It took a while for data to follow applications and move to the cloud, at least en masse. But cloud adoption, for data as well as applications, is a done deal. Sure, it’s not 100% of the organizations or 100% of the data, but data is in the cloud. And I’m not talking about RDBMSs, key-value storage, or other databases that moved to the cloud to support the applications that migrated to the cloud.
The elasticity and ability to store and process extremely large amounts of data without a prior investment in servers is one of the best catalysts for data-driven innovation in the last decade. There’s no wonder that organizations are moving or building large-scale data warehouses, data lakes, and data lake houses to the cloud. The data consumers, in many cases (such as those in Redshift, BigQuery, Athena, and Snowflake), only have to write “select” queries to query data from huge tables, as if they were querying data from relatively small databases. In other words, with quite a basic skillset, as well as with the capabilities of powerful BI tools, vast amounts of people can make use of the organization’s data, in what’s called “Data Democratization.”

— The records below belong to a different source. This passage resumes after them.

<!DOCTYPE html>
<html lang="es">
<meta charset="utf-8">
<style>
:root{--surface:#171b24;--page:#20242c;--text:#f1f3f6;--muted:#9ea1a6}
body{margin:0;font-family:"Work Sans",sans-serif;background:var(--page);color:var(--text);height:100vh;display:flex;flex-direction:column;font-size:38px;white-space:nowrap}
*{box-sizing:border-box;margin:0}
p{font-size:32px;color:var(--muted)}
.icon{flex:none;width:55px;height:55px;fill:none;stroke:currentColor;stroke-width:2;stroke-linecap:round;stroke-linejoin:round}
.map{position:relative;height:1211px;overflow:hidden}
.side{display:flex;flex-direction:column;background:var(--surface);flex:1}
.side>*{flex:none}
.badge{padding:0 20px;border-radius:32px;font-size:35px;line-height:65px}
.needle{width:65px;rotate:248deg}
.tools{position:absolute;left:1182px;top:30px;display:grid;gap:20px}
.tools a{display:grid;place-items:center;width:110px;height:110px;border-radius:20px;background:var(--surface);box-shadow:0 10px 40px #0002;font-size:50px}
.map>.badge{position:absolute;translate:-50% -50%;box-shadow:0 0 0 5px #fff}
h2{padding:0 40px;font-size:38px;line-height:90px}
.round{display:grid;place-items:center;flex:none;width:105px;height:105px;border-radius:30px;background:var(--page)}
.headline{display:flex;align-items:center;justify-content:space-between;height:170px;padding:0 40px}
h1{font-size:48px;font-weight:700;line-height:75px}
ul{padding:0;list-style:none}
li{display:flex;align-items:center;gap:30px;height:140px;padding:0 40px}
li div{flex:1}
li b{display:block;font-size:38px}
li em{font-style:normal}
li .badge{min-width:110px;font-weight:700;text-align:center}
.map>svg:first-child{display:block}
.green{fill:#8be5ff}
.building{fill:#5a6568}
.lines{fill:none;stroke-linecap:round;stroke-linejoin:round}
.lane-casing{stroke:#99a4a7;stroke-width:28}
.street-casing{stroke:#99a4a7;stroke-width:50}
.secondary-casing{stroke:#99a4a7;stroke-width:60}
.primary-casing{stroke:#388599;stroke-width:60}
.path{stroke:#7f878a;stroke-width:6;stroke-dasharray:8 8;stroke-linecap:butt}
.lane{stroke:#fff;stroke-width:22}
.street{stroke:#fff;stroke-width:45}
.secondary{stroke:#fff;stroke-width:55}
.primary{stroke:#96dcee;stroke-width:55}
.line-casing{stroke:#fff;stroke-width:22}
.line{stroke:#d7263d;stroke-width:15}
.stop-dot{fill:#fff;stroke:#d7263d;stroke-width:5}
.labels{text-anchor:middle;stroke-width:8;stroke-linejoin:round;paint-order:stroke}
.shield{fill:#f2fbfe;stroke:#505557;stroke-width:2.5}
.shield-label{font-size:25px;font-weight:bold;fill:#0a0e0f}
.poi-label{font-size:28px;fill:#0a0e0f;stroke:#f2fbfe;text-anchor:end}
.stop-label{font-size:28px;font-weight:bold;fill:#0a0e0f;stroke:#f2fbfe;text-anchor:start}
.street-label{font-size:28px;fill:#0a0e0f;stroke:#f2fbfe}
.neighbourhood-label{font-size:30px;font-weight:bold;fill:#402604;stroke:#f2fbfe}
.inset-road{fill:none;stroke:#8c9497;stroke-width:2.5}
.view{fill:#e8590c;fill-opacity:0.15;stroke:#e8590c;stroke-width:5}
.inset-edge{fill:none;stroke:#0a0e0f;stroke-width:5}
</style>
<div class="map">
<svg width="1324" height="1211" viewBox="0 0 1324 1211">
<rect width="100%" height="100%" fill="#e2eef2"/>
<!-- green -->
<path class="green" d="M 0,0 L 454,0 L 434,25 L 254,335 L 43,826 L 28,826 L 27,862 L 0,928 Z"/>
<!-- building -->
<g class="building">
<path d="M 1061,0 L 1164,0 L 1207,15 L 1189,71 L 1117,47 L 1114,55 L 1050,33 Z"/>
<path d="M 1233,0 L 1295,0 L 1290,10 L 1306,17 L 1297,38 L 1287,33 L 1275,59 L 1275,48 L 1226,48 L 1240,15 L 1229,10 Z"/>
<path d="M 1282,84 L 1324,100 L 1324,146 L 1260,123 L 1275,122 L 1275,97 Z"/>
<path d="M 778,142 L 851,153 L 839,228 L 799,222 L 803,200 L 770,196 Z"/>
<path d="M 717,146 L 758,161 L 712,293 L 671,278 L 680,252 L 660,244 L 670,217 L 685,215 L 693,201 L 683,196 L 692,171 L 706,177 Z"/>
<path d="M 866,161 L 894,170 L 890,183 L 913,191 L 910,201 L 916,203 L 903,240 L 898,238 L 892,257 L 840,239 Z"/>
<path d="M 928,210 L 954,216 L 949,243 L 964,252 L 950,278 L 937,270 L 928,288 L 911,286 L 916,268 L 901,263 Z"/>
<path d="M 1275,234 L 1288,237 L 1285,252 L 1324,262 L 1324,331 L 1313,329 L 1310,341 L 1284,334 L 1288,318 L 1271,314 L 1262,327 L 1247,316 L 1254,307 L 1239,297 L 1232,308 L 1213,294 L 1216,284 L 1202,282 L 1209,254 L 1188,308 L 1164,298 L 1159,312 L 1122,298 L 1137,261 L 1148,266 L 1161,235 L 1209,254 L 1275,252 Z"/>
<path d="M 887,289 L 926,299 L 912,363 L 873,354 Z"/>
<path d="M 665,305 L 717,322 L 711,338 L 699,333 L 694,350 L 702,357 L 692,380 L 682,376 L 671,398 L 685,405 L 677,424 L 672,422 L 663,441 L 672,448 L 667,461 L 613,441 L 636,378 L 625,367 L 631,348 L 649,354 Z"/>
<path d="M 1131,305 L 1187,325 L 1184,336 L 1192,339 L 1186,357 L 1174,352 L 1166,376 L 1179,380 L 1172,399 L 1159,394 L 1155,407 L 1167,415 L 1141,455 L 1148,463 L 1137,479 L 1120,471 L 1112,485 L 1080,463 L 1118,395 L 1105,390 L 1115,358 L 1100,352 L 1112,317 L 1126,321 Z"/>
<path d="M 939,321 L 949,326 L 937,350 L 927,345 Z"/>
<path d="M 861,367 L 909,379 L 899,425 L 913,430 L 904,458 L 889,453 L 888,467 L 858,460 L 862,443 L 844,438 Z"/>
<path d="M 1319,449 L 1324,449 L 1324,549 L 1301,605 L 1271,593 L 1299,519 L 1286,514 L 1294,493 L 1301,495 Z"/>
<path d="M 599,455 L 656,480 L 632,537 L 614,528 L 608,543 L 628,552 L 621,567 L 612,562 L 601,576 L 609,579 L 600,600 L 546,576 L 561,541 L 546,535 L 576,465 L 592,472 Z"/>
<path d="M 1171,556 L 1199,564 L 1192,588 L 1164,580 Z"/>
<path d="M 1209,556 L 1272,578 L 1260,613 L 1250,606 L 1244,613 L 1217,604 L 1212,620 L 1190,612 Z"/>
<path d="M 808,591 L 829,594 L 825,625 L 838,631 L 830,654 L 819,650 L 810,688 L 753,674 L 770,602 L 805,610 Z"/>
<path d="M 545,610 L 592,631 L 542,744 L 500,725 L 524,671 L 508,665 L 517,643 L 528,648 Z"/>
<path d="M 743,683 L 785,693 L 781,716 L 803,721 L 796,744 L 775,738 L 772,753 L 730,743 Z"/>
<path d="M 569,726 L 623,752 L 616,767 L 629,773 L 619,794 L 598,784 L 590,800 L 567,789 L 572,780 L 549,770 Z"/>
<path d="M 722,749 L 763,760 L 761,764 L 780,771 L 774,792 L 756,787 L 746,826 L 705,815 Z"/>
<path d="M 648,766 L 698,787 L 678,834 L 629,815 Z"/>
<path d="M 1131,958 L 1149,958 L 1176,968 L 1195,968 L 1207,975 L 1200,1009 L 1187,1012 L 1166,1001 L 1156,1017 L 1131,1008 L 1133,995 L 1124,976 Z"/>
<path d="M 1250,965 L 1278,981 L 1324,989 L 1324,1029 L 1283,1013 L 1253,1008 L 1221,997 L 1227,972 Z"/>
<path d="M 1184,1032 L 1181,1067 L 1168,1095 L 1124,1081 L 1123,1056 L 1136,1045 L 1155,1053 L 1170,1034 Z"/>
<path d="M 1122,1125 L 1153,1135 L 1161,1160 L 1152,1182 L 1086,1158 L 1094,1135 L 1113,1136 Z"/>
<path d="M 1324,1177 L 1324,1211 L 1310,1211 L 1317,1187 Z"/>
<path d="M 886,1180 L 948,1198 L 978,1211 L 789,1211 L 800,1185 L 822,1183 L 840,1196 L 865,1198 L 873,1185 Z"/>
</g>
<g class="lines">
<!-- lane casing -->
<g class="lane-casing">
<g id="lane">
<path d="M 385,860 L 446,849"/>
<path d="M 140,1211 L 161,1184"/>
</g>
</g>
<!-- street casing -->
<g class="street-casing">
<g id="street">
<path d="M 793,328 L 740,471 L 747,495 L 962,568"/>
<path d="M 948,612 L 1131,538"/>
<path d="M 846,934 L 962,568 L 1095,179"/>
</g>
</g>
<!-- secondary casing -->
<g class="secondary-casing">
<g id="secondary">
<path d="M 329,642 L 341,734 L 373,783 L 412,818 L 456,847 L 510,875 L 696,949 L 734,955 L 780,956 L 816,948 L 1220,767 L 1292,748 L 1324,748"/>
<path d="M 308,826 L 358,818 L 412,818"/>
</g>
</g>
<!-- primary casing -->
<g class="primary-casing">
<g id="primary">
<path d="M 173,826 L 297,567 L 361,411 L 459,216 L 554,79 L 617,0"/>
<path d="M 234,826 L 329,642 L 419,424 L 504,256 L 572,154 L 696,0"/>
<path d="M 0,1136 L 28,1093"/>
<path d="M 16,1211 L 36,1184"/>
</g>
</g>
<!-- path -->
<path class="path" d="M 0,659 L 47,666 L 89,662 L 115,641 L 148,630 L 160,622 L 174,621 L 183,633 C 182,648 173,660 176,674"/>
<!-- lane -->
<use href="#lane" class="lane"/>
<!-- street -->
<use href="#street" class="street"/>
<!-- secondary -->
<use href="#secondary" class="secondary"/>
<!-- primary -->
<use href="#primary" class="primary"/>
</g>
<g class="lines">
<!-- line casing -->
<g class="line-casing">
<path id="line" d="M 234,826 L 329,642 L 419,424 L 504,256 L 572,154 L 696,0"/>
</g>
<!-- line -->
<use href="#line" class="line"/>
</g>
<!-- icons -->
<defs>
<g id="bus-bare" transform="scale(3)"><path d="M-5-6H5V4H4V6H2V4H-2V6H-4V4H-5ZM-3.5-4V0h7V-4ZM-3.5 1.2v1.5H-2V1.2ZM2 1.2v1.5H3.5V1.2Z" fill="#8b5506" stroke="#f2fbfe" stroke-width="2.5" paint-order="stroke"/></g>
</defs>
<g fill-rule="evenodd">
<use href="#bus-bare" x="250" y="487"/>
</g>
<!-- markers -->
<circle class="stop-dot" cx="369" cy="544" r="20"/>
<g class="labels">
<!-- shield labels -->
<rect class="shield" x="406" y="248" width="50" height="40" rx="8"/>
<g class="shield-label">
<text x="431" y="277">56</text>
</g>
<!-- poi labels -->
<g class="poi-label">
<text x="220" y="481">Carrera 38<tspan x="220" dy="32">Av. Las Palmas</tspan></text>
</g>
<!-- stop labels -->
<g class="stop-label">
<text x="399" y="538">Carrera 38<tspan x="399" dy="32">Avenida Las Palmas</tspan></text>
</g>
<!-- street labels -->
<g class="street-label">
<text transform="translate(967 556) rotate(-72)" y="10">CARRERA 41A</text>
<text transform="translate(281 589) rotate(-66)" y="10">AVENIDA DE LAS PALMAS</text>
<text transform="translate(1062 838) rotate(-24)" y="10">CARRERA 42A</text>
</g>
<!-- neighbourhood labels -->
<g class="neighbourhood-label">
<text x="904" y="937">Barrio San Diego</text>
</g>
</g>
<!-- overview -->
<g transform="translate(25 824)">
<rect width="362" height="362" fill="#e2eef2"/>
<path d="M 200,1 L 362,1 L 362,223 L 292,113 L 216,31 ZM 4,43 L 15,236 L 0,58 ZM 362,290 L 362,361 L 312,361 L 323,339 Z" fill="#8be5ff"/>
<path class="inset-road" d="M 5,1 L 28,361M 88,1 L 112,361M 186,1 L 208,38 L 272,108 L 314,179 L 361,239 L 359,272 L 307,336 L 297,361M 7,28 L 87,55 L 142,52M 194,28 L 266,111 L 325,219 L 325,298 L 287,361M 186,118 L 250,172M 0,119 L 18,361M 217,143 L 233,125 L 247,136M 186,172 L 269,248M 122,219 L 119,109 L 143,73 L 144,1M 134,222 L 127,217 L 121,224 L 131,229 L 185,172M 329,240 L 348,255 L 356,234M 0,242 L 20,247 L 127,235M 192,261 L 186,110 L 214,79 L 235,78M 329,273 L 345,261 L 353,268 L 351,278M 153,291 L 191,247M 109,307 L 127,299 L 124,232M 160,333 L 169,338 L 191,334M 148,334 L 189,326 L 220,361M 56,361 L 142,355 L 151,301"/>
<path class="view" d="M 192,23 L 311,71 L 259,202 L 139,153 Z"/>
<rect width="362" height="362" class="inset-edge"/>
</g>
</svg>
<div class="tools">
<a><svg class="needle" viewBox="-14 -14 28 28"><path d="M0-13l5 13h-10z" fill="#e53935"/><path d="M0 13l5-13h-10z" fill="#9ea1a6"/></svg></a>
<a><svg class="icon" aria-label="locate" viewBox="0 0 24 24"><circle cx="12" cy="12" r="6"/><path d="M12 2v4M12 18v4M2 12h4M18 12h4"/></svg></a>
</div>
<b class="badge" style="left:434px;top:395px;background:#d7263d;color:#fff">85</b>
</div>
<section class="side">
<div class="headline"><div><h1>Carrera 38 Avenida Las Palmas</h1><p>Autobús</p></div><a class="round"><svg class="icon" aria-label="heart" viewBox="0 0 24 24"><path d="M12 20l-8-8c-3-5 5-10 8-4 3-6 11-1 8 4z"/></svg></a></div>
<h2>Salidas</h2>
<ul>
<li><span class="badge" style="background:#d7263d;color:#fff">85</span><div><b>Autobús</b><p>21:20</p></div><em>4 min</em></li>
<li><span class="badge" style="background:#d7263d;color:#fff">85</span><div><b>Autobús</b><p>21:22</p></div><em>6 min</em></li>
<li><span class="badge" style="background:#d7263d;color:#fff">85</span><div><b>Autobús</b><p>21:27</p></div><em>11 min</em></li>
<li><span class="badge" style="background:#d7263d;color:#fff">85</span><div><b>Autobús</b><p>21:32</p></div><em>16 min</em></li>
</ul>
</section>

The Need for DataOps ProcessesThese processes, where more people and teams are adding and consuming new data continuously to the organization’s datastores, are causing data teams to evolve and adopt a DataOps mindset. This means that data ingestion, preparation, processing, and consumption are done in a more agile way, which requires the teams handling data—such as data engineering teams of different skill sets—to have more skills in scripting, automation, testing, integration, and production deployment.
Let’s give an example. If a data scientist at a hotel chain wanted to know what features can predict a guest that would cancel their stay in the 24 hours prior to their arrival, they would be able to do a lot with this data (optimize processes, have better capacity planning, etc). For that, they would need a lot of data to learn from. This data may be held in several different departments, and even across different geographies.
Before going through a data democratization process, it would take a lot of time and resources to answer such questions, and many parts of this project would require manual work. In most cases, this would make such a project a one-time effort to understand and learn from.
For a data-democratized organization, the data science team may get to work within a couple of days, or even on the same day, depending on the company’s data access maturity level. Moreover, this can easily become a continuous project, to the point where perhaps guests making a reservation would get different information or rates based on some of these features. That means that the hotel chain now gets a lot of additional value, but their data operations need to enable such activities.
What is DataSecOps?DataSecOps is an evolution in the way organizations treat security as part of their data operations. It is an understanding that security should be a continuous part of the data operations processes and not something that is added as an afterthought. In fact, DataSecOps should be viewed as the enabler of data democratization processes.
It is commonly understood that security is not something that can be done in an ad hoc way, once per year or per quarter: data changes at a much faster pace, more consumers are constantly added, and data access keeps changing. Just as the product cycles in application security became much shorter, so too did data processing cycles (from the time a team wants to collect and process data, or to analyze data, until they are able to do so).
Data democratization means that more people are able to access more data, and that if security is not a constant part of the operation, the risk level for the organization with such high data exposure would be too high.
How to successfully enable DataSecOpsProduction data also need separate staging and testing environments so that changes are automated and tested before meeting production, and so that these separations include making sure that production data is secure.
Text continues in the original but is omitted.